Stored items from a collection
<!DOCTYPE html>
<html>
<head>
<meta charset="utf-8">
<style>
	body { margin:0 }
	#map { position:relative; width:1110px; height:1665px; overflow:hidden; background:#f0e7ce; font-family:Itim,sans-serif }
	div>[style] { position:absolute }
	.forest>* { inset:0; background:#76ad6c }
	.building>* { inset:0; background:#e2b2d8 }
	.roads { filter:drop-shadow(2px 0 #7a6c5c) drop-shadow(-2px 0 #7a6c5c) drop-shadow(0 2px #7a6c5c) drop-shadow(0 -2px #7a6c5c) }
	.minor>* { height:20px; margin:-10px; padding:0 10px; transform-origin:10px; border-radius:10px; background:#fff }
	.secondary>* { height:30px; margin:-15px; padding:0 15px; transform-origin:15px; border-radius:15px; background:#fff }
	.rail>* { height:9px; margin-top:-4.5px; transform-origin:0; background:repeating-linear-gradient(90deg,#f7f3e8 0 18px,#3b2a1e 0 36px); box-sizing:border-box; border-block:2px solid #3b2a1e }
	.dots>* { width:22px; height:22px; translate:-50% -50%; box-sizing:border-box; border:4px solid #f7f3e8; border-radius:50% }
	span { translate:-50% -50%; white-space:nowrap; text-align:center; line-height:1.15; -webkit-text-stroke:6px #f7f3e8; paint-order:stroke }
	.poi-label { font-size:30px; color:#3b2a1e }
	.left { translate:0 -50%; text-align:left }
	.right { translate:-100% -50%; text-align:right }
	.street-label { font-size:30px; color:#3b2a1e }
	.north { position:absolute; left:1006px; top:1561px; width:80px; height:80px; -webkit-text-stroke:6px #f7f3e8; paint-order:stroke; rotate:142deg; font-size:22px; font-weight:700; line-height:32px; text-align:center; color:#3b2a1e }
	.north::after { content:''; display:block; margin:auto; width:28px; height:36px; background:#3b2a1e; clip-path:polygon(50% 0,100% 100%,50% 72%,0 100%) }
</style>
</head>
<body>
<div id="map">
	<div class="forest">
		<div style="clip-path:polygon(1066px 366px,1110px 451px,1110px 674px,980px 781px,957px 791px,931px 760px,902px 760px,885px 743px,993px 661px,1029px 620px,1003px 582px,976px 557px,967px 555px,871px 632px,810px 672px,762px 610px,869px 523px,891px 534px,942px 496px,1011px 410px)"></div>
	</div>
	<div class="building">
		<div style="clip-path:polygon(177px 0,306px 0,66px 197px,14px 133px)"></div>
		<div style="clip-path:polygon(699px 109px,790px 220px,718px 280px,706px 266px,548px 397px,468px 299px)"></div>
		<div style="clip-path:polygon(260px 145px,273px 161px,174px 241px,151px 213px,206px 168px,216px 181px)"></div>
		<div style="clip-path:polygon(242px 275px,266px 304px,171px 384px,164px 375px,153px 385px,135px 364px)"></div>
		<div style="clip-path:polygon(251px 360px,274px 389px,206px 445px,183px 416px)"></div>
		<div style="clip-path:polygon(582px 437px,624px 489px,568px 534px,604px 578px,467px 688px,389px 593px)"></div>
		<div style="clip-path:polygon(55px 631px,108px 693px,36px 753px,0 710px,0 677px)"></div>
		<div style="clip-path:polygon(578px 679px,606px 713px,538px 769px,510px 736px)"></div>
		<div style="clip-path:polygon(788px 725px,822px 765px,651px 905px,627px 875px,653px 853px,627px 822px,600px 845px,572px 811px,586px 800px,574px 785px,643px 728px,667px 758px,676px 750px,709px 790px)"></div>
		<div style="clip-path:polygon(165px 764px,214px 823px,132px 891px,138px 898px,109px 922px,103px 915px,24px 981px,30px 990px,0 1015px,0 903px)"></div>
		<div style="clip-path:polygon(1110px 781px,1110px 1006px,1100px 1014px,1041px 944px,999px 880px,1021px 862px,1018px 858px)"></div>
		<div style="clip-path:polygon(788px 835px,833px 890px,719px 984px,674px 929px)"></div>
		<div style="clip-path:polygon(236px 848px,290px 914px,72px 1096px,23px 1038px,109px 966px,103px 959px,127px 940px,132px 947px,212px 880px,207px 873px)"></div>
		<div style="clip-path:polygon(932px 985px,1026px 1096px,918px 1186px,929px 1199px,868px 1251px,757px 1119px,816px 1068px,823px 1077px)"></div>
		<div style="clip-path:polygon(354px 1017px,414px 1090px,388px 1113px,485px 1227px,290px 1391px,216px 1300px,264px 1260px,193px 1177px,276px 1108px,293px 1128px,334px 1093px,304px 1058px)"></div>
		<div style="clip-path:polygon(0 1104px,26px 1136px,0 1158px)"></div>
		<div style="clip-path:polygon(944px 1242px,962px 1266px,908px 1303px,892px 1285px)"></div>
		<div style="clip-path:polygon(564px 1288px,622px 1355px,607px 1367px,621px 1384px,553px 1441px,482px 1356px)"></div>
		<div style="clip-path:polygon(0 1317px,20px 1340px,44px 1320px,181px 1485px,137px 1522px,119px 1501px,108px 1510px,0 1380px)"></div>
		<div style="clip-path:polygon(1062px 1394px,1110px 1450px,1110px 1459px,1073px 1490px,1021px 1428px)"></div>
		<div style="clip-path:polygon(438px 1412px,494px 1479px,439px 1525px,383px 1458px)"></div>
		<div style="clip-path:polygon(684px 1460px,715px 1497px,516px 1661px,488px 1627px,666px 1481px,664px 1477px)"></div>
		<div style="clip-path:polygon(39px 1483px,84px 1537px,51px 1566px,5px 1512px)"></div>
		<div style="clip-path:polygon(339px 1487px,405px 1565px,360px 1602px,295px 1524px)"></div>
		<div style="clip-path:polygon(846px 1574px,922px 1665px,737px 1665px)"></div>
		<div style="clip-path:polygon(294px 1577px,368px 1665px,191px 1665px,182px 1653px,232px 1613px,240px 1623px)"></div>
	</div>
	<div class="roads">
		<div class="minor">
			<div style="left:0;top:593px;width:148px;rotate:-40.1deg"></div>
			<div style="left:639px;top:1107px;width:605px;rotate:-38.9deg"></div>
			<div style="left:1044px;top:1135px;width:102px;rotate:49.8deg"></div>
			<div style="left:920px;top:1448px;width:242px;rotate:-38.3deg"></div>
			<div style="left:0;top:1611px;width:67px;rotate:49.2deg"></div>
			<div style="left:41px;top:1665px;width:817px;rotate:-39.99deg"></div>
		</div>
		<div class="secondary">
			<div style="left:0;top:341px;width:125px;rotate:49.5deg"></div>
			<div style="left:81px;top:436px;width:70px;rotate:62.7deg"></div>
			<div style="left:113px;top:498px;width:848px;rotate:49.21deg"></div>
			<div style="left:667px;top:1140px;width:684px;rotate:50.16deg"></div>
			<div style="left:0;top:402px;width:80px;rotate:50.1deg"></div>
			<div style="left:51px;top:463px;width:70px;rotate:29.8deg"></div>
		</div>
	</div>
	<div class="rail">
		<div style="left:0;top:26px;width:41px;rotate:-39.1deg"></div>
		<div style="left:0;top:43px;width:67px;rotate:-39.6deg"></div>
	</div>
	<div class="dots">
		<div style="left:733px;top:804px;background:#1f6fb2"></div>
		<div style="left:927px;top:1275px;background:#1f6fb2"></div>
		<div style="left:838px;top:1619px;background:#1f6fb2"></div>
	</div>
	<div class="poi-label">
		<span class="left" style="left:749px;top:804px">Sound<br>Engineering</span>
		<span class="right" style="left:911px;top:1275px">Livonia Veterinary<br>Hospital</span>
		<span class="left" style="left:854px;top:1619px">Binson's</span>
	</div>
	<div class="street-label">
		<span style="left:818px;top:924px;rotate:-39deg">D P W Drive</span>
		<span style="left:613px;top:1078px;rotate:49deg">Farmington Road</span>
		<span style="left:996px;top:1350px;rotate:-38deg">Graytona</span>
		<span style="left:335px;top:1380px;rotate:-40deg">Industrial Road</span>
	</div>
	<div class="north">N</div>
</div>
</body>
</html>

Exercise.
Output, please, only the lines running from the start of the entries through the line that contains "translate:-100% -50%; text-align:right", including both of those lines.

Written response.
<!DOCTYPE html>
<html>
<head>
<meta charset="utf-8">
<style>
	body { margin:0 }
	#map { position:relative; width:1110px; height:1665px; overflow:hidden; background:#f0e7ce; font-family:Itim,sans-serif }
	div>[style] { position:absolute }
	.forest>* { inset:0; background:#76ad6c }
	.building>* { inset:0; background:#e2b2d8 }
	.roads { filter:drop-shadow(2px 0 #7a6c5c) drop-shadow(-2px 0 #7a6c5c) drop-shadow(0 2px #7a6c5c) drop-shadow(0 -2px #7a6c5c) }
	.minor>* { height:20px; margin:-10px; padding:0 10px; transform-origin:10px; border-radius:10px; background:#fff }
	.secondary>* { height:30px; margin:-15px; padding:0 15px; transform-origin:15px; border-radius:15px; background:#fff }
	.rail>* { height:9px; margin-top:-4.5px; transform-origin:0; background:repeating-linear-gradient(90deg,#f7f3e8 0 18px,#3b2a1e 0 36px); box-sizing:border-box; border-block:2px solid #3b2a1e }
	.dots>* { width:22px; height:22px; translate:-50% -50%; box-sizing:border-box; border:4px solid #f7f3e8; border-radius:50% }
	span { translate:-50% -50%; white-space:nowrap; text-align:center; line-height:1.15; -webkit-text-stroke:6px #f7f3e8; paint-order:stroke }
	.poi-label { font-size:30px; color:#3b2a1e }
	.left { translate:0 -50%; text-align:left }
	.right { translate:-100% -50%; text-align:right }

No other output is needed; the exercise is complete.